About Field Sites
Caddo – Lyndon B. Johnson National Grasslands (CLBJ) is a terrestrial NEON field site located in the Great Plains region of north-central Texas, about 50 km (30 mi.) northwest of Denton. CLBJ occupies approximately 80 km2 (20,000 acres) of public lands managed by the U.S. Forest Service. NEON samples 41.9 km2 (10,300 acres) of area at CLBJ. The site has fairly flat terrain and consists of a mosaic of oak-dominated forests and grasslands. CLBJ is part of NEON's Southern Plains Domain (D11), which stretches over the central sections of Texas and Oklahoma and includes portions of southern Kansas and southern New Mexico. D11 has three other NEON field sites, including one additional terrestrial and two aquatic sites, located in Texas and Oklahoma. CLBJ is colocated with the Pringle Creek (PRIN) aquatic field site.  
The climate of CLBJ is typical of Northeast Texas, with hot, humid summers and cool, windy winters. Mean annual temperature is 17.5°C (63.5°F) and mean annual precipitation is 898 mm (35.4 in.), falling mostly from mid-April to late June. Violent thunderstorms over the southern plains - some of which produce high winds, hail, and tornadoes - provide much of the region’s spring rainfall.  
The underlying geology of CLBJ is primarily interbedded sandstone and siltstone of the Antlers Sand Formation; some residuum and colluvium are derived from calcareous limestone of the Walnut Clay Formation and local alluvium. The region’s topography rolling and hilly due to differential erosion, becoming more rugged in the west.   
CLBJ soils are Udic Paleustalfs, according to the USGS Mineral Resources Database Duffau, Weatherford, Keeter, Pidcoke, Wise and Windthorst soils are all present at the site; Duffau and Windthorst are the most common, although Windthorst is considered transitional between Duffau and Weatherford. High-clay soils can inhibit tree growth due to low permeability.  
The Caddo-LBJ National Grasslands has fairly flat terrain and consists of a mosaic of oak-dominated forest and grasslands. The dominant canopy species at CLBJ are post oak (Quercus stellate) and blackjack oak (Q. marilandica). Important grass species include little bluestem (Schizachyrium scoparium), big bluestem (Andropogon gerardi), Indiangrass (Sorghastrum nutans), and switchgrass (Panicum virgatum).  

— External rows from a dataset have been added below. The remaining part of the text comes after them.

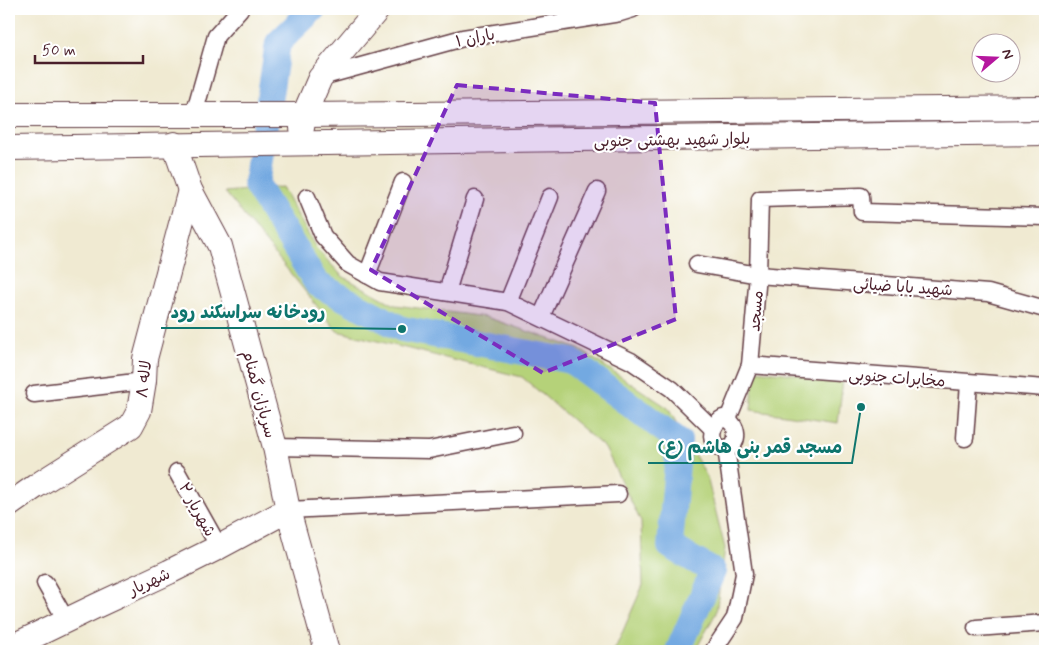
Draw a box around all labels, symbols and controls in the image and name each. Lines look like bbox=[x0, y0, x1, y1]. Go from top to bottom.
street label: باران ۱ bbox=[454, 24, 497, 53]
scale bar bbox=[35, 32, 142, 64]
north arrow bbox=[972, 32, 1022, 82]
text: 50 m bbox=[42, 41, 76, 61]
text: N bbox=[997, 47, 1017, 61]
street label: بلوار شهید بهشتی جنوبی bbox=[594, 129, 751, 152]
street label: شهيد بابا ضيائی bbox=[852, 274, 953, 301]
street label: مسجد bbox=[744, 290, 769, 333]
callout: رودخانه سراسکند رود bbox=[161, 295, 335, 328]
text: رودخانه سراسکند رود bbox=[171, 301, 325, 325]
street label: سربازان گمنام bbox=[236, 348, 280, 441]
street label: لاله ۸ bbox=[132, 359, 157, 399]
street label: مخابرات جنوبی bbox=[848, 365, 946, 392]
callout: مسجد قمر بنی هاشم (ع) bbox=[648, 430, 852, 463]
text: مسجد قمر بنی هاشم (ع) bbox=[658, 436, 842, 461]
street label: شهریار ۲ bbox=[173, 479, 220, 540]
street label: شهریار bbox=[124, 564, 174, 602]

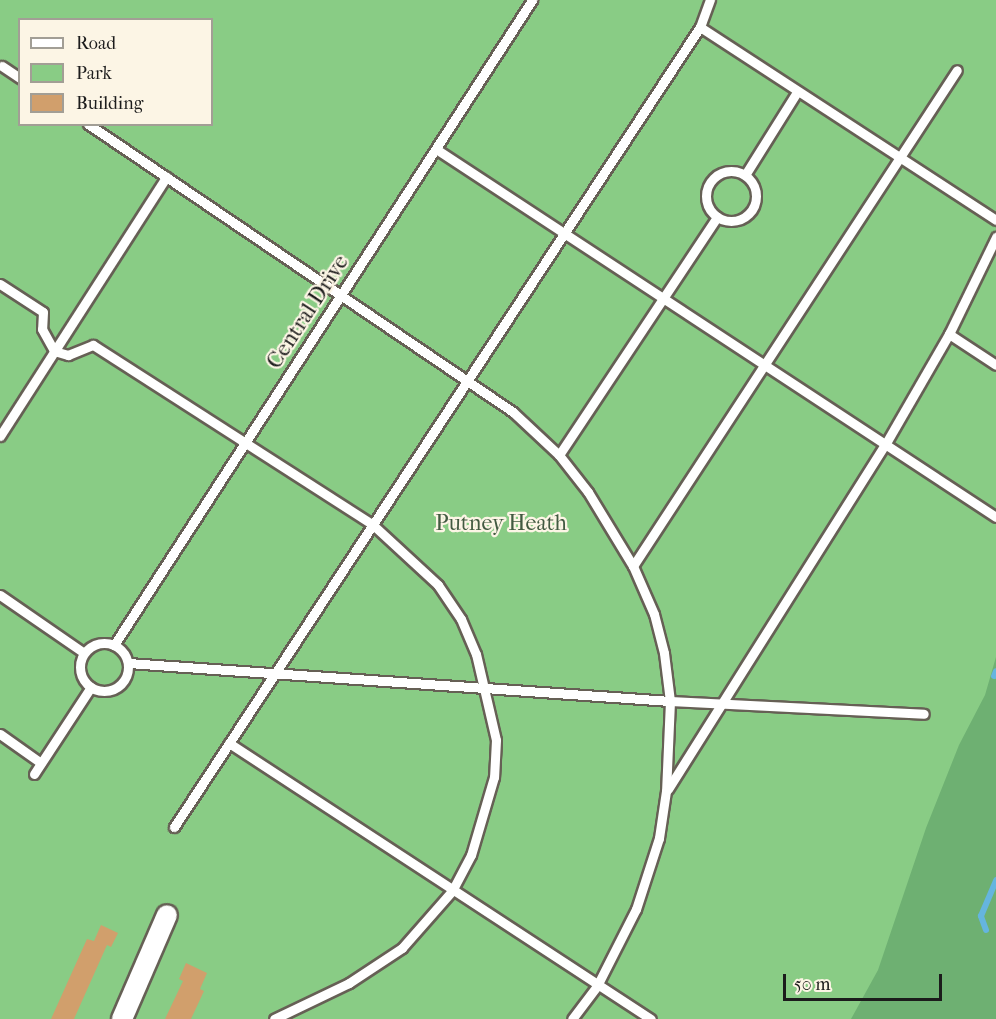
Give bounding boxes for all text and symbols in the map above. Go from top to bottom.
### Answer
legend [18,18,213,126]
text: Road [76,33,116,54]
text: Park [76,63,112,84]
text: Building [76,93,143,114]
street label: Central Drive [261,250,355,374]
park label: Putney Heath [435,511,567,537]
scale bar [786,962,945,1000]
text: 50 m [794,974,830,995]

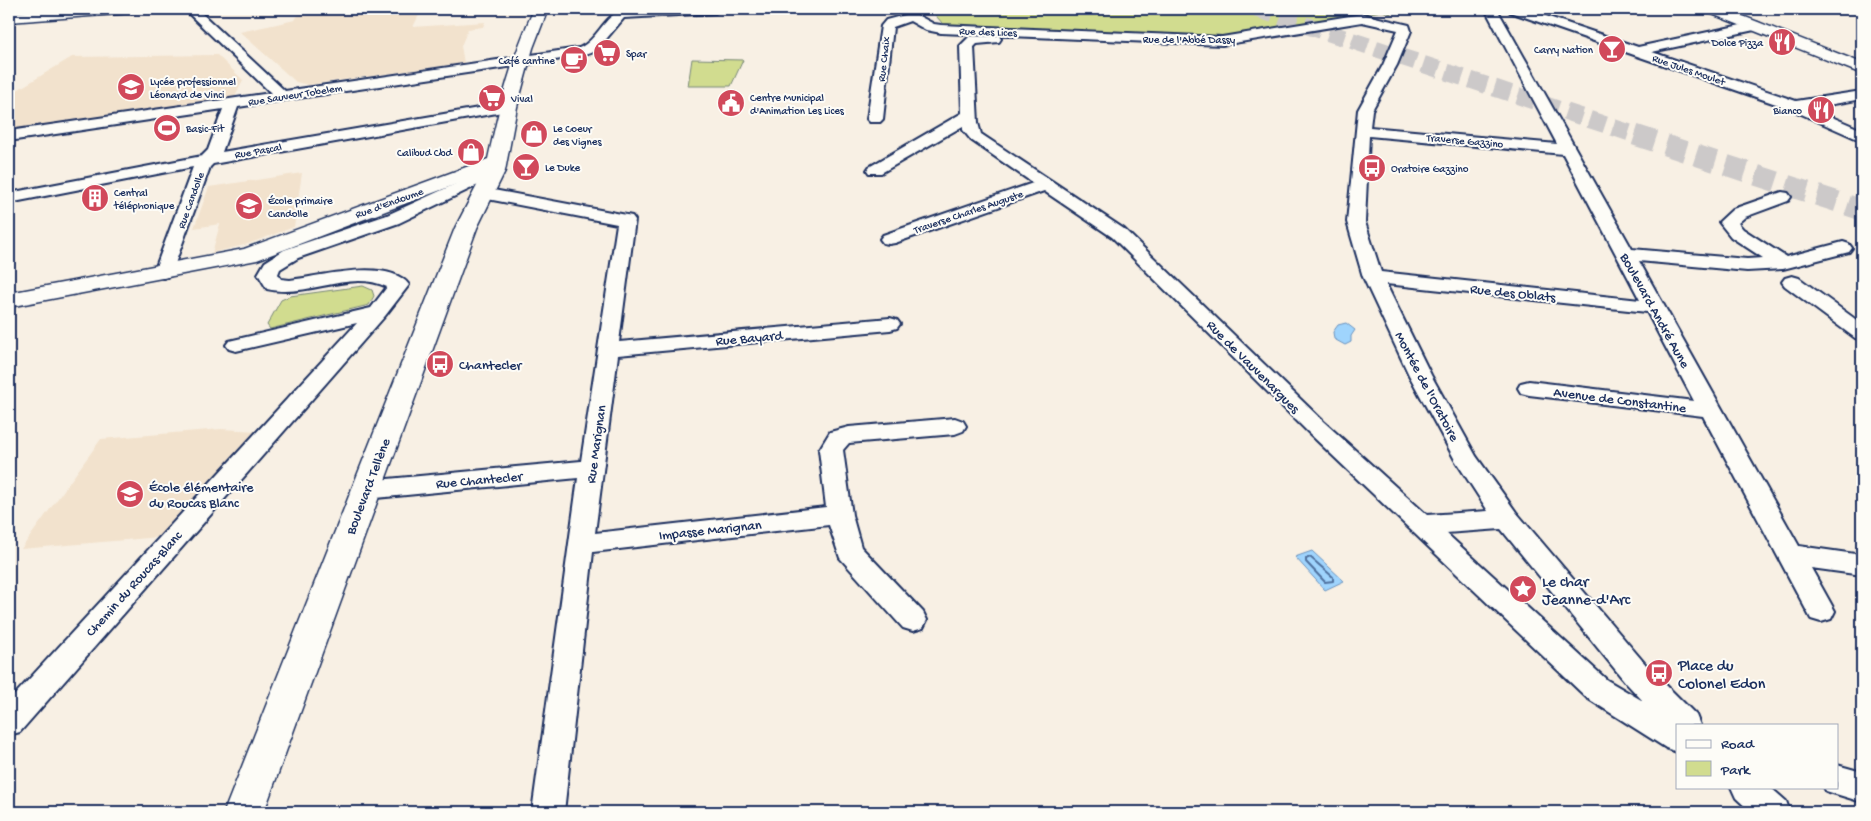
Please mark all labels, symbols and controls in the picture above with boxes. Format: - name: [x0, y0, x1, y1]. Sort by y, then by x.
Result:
- street label: Rue des Lices: [959, 26, 1018, 40]
- restaurant icon: Dolce Pizza: [1767, 27, 1797, 57]
- bar icon: Carry Nation: [1597, 34, 1627, 64]
- street label: Rue de l'Abbé Dassy: [1143, 35, 1236, 47]
- street label: Rue Chaix: [876, 36, 894, 82]
- supermarket icon: Spar: [592, 38, 622, 68]
- place label: Dolce Pizza: [1710, 38, 1764, 50]
- cafe icon: Café cantine: [559, 45, 589, 75]
- place label: Carry Nation: [1534, 45, 1594, 57]
- place label: Spar: [626, 49, 648, 61]
- street label: Rue Jules Moulet: [1650, 53, 1728, 89]
- place label: Café cantine: [498, 55, 555, 68]
- school or university icon: Lycée professionnel Léonard de Vinci: [116, 72, 146, 102]
- place label: Lycée professionnel Léonard de Vinci: [150, 76, 237, 102]
- street label: Rue Sauveur Tobelem: [247, 83, 343, 109]
- supermarket icon: Vival: [477, 83, 507, 113]
- public building icon: Centre Municipal d'Animation Les Lices: [716, 88, 746, 118]
- place label: Centre Municipal d'Animation Les Lices: [750, 93, 845, 118]
- place label: Vival: [510, 94, 533, 106]
- restaurant icon: Bianco: [1806, 95, 1836, 125]
- place label: Bianco: [1772, 106, 1802, 118]
- sports icon: Basic-Fit: [152, 113, 182, 143]
- shop icon: Le Coeur des Vignes: [519, 119, 549, 149]
- place label: Basic-Fit: [185, 124, 225, 136]
- place label: Le Coeur des Vignes: [553, 124, 602, 149]
- street label: Traverse Gazzino: [1425, 133, 1504, 151]
- shop icon: Calibud Cbd: [456, 137, 486, 167]
- street label: Rue Pascal: [234, 142, 283, 162]
- place label: Calibud Cbd: [397, 148, 454, 160]
- bar icon: Le Duke: [511, 152, 541, 182]
- bus stop icon: Oratoire Gazzino: [1357, 153, 1387, 183]
- place label: Le Duke: [545, 163, 581, 175]
- place label: Oratoire Gazzino: [1391, 164, 1469, 176]
- street label: Rue Candolle: [176, 171, 208, 231]
- building icon: Central téléphonique: [80, 183, 110, 213]
- street label: Rue d'Endoume: [354, 186, 426, 222]
- place label: Central téléphonique: [113, 188, 175, 213]
- street label: Traverse Charles Auguste: [911, 188, 1025, 238]
- school or university icon: École primaire Candolle: [234, 191, 264, 221]
- place label: École primaire Candolle: [268, 195, 333, 221]
- street label: Boulevard André Aune: [1615, 250, 1693, 372]
- street label: Rue des Oblats: [1469, 282, 1557, 308]
- street label: Rue de Vauvenargues: [1202, 318, 1303, 419]
- street label: Rue Bayard: [715, 328, 785, 351]
- street label: Montée de l'Oratoire: [1390, 329, 1462, 446]
- bus stop icon: Chantecler: [425, 349, 455, 379]
- place label: Chantecler: [459, 358, 523, 375]
- street label: Avenue de Constantine: [1552, 385, 1688, 418]
- street label: Rue Marignan: [584, 404, 611, 485]
- street label: Boulevard Tellène: [343, 436, 396, 538]
- street label: Rue Chantecler: [435, 469, 524, 494]
- school or university icon: École élémentaire du Roucas Blanc: [115, 479, 145, 509]
- place label: École élémentaire du Roucas Blanc: [149, 480, 254, 513]
- street label: Impasse Marignan: [658, 518, 763, 545]
- street label: Chemin du Roucas-Blanc: [83, 528, 188, 641]
- place icon: Le char Jeanne-d'Arc: [1508, 574, 1538, 604]
- place label: Le char Jeanne-d'Arc: [1542, 574, 1631, 611]
- bus stop icon: Place du Colonel Edon: [1644, 658, 1674, 688]
- place label: Place du Colonel Edon: [1677, 658, 1766, 695]
- legend: [1676, 724, 1838, 788]
- text: Road: [1721, 736, 1755, 754]
- text: Park: [1720, 762, 1751, 780]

CLBJ’s grasslands provide a diverse habitat for a variety of species, including white-tailed deer (Odocoileus virginianus), coyotes (Canis latrans), bobcats (Lynx rufus), red fox (Vulpes vulpes), bobwhite quail (Colinus virginianus), and turkey. The grasslands also host numerous small mammals, songbirds, and waterfowl, including the endangered Least Tern (Sternula antillarum athalassos). The threatened timber rattlesnake (Crotalus horridus) and Texas horned lizard (Phrynosoma corunutum) can also be found in the region.    

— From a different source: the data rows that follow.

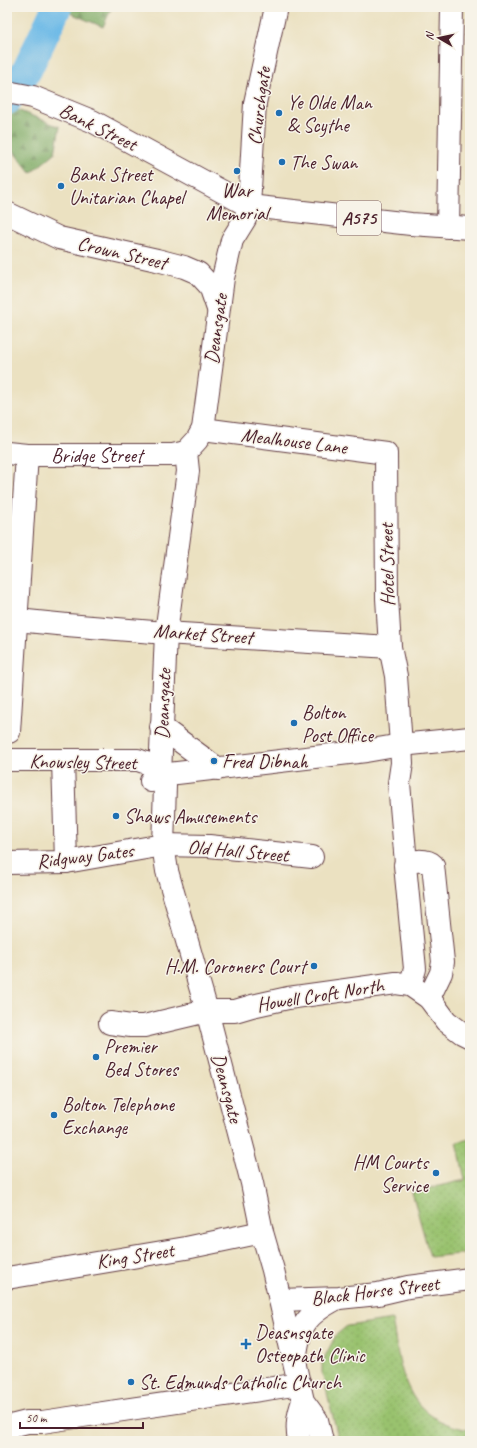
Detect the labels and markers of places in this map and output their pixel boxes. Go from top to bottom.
place label: Ye Olde Man & Scythe [287,90,373,138]
marker: Ye Olde Man & Scythe [274,108,284,118]
place label: The Swan [290,150,358,175]
marker: The Swan [277,157,287,167]
place label: Bank Street Unitarian Chapel [69,162,187,210]
marker: War Memorial [232,166,242,176]
place label: War Memorial [206,178,272,226]
marker: Bank Street Unitarian Chapel [56,181,66,191]
place label: Bolton Post Office [302,700,374,748]
marker: Bolton Post Office [289,718,299,728]
place label: Fred Dibnah [222,749,308,774]
marker: Fred Dibnah [209,756,219,766]
place label: Shaws Amusements [124,804,258,829]
marker: Shaws Amusements [111,811,121,821]
place label: H.M. Coroners Court [165,954,309,979]
marker: H.M. Coroners Court [309,961,319,971]
place label: Premier Bed Stores [104,1034,180,1082]
marker: Premier Bed Stores [91,1052,101,1062]
place label: Bolton Telephone Exchange [62,1092,175,1140]
marker: Bolton Telephone Exchange [49,1110,59,1120]
place label: HM Courts Service [353,1150,430,1198]
marker: HM Courts Service [431,1168,441,1178]
place label: Deasnsgate Osteopath Clinic [255,1320,366,1368]
marker: Deasnsgate Osteopath Clinic [240,1338,252,1350]
place label: St. Edmunds Catholic Church [139,1370,343,1395]
marker: St. Edmunds Catholic Church [126,1377,136,1387]

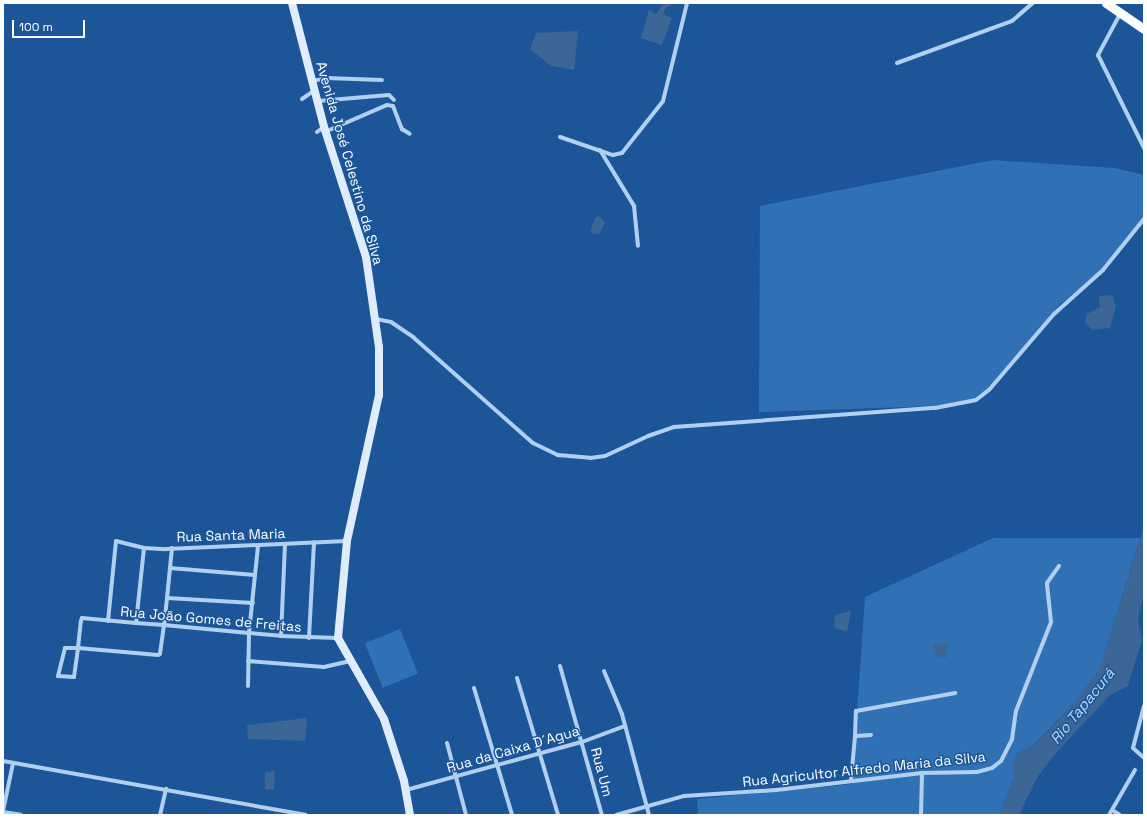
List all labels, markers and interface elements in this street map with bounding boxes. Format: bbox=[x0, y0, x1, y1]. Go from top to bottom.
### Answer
scale bar bbox=[14, 12, 87, 38]
text: 100 m bbox=[19, 19, 53, 35]
street label: Avenida José Celestino da Silva bbox=[313, 59, 387, 267]
street label: Rua Santa Maria bbox=[176, 525, 286, 545]
street label: Rua João Gomes de Freitas bbox=[120, 603, 302, 635]
water label: Rio Tapacurá bbox=[1046, 664, 1118, 748]
street label: Rua da Caixa D´Agua bbox=[445, 722, 581, 776]
street label: Rua Um bbox=[587, 745, 617, 799]
street label: Rua Agricultor Alfredo Maria da Silva bbox=[741, 748, 987, 790]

Past Land Management and Use
Historically, the Caddo – LBJ National Grasslands were a large woodland area bordered by open prairie to the east and west. European settlers moved into the area in the 1800s under a variety of "Homestead Acts." The settlers fragmented and cleared the land for agricultural activities including grazing, ranching and growing crops. After a prolonged period of drought in the 1920s and 1930s, the U.S. government purchased homesteads experiencing soil erosion problems and returned them to public land status. In the 1950s, these lands were assigned to the U.S. Forest Service, which was tasked with managing and restoring the lands. To prevent further erosion, the U.S. Forest service built water retention levees and dams, creating many small ponds throughout the landscape. Originally, the grasslands were called the "Cross Timbers National Grassland," however, the grasslands were renamed the "Lyndon B. Johnson National Grasslands" in 1974 after the former president. Since that time, the U.S. Forest Service has a focused on "promoting better utilization of the land, providing work in the depressed area, and developing water-oriented recreation facilities."   

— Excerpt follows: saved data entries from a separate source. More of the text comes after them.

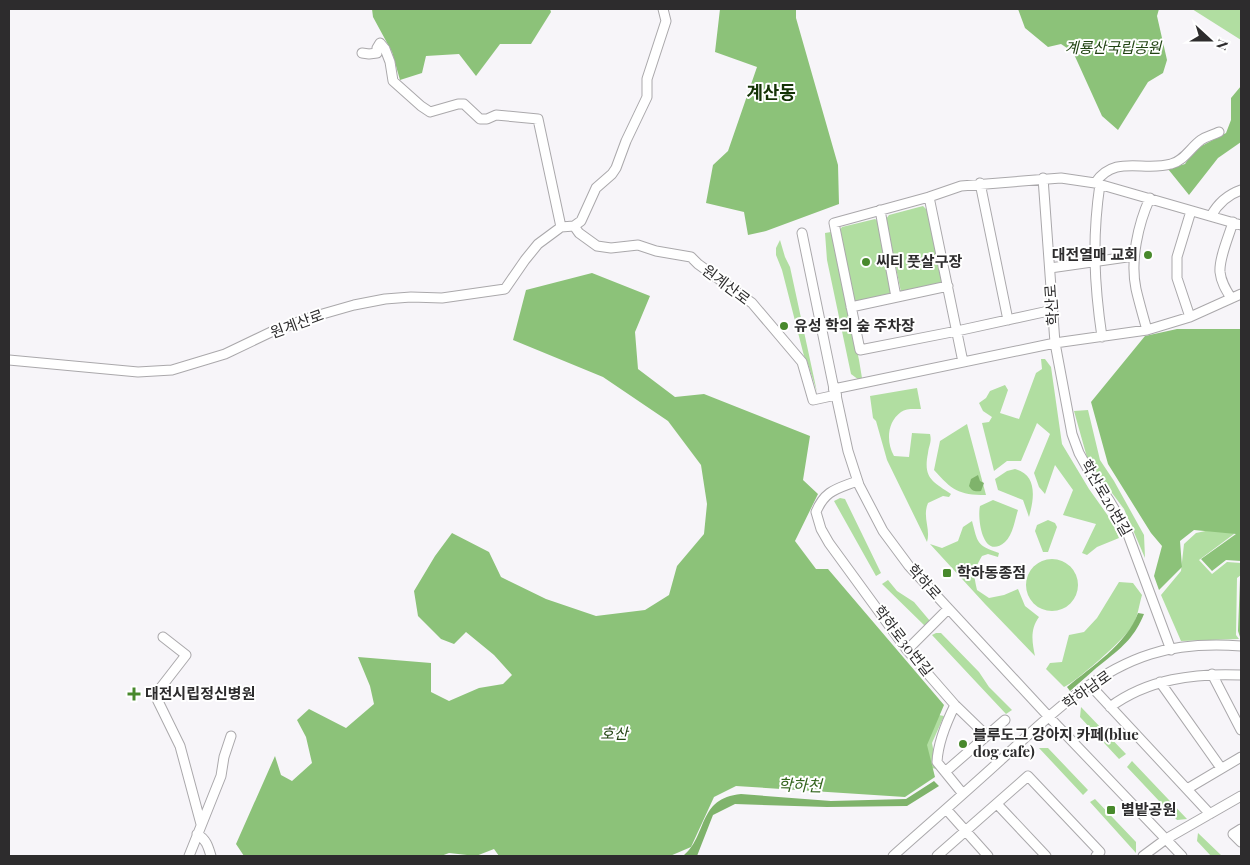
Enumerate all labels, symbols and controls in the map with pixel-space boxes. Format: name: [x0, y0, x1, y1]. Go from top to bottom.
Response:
north arrow: [1185, 15, 1235, 65]
park label: 계룡산국립공원: [1065, 37, 1162, 57]
text: N: [1212, 37, 1233, 53]
district label: 계산동: [746, 80, 796, 104]
place label: 대전열매 교회: [1052, 244, 1138, 264]
marker: 대전열매 교회: [1142, 249, 1154, 261]
place label: 씨티 풋살구장: [876, 251, 962, 271]
marker: 씨티 풋살구장: [860, 256, 872, 268]
street label: 원계산로: [699, 260, 755, 309]
street label: 학산로: [1040, 284, 1062, 326]
street label: 원계산로: [267, 304, 326, 342]
place label: 유성 학의 숲 주차장: [794, 315, 915, 335]
marker: 유성 학의 숲 주차장: [778, 320, 790, 332]
street label: 학산로20번길: [1077, 456, 1137, 539]
street label: 학하로: [903, 559, 946, 603]
place label: 학하동종점: [957, 562, 1026, 582]
marker: 학하동종점: [941, 567, 953, 579]
street label: 학하로30번길: [870, 601, 938, 680]
street label: 학하남로: [1058, 665, 1115, 713]
place label: 대전시립정신병원: [145, 683, 255, 703]
marker: 대전시립정신병원: [127, 687, 141, 701]
park label: 호산: [600, 723, 630, 743]
place label: 블루도그 강아지 카페(blue dog cafe): [973, 724, 1139, 761]
marker: 블루도그 강아지 카페(blue dog cafe): [957, 738, 969, 750]
water label: 학하천: [778, 774, 825, 795]
place label: 별밭공원: [1121, 799, 1176, 819]
marker: 별밭공원: [1105, 804, 1117, 816]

Current Land Management and Use
The Caddo-LBJ National Grasslands is a popular recreation area for hiking, hunting, fishing, and horseback riding. Cattle are grazed on parts of the site. Current management of the grasslands and the surrounding area uses prescribed burn to encourage the growth of natural plant communities and manage the composition of forest stands. Timber harvesting is limited to encourage regeneration; the Forest Service’s current management plan adds approximately 3 km2 (700 acres) of regeneration per year.  
NEON Site Establishment
Plots were established at CLBJ in April 2016. In July 2016, the site underwent a sampling readiness review, and terrestrial observations and sampling began on July 29, 2016.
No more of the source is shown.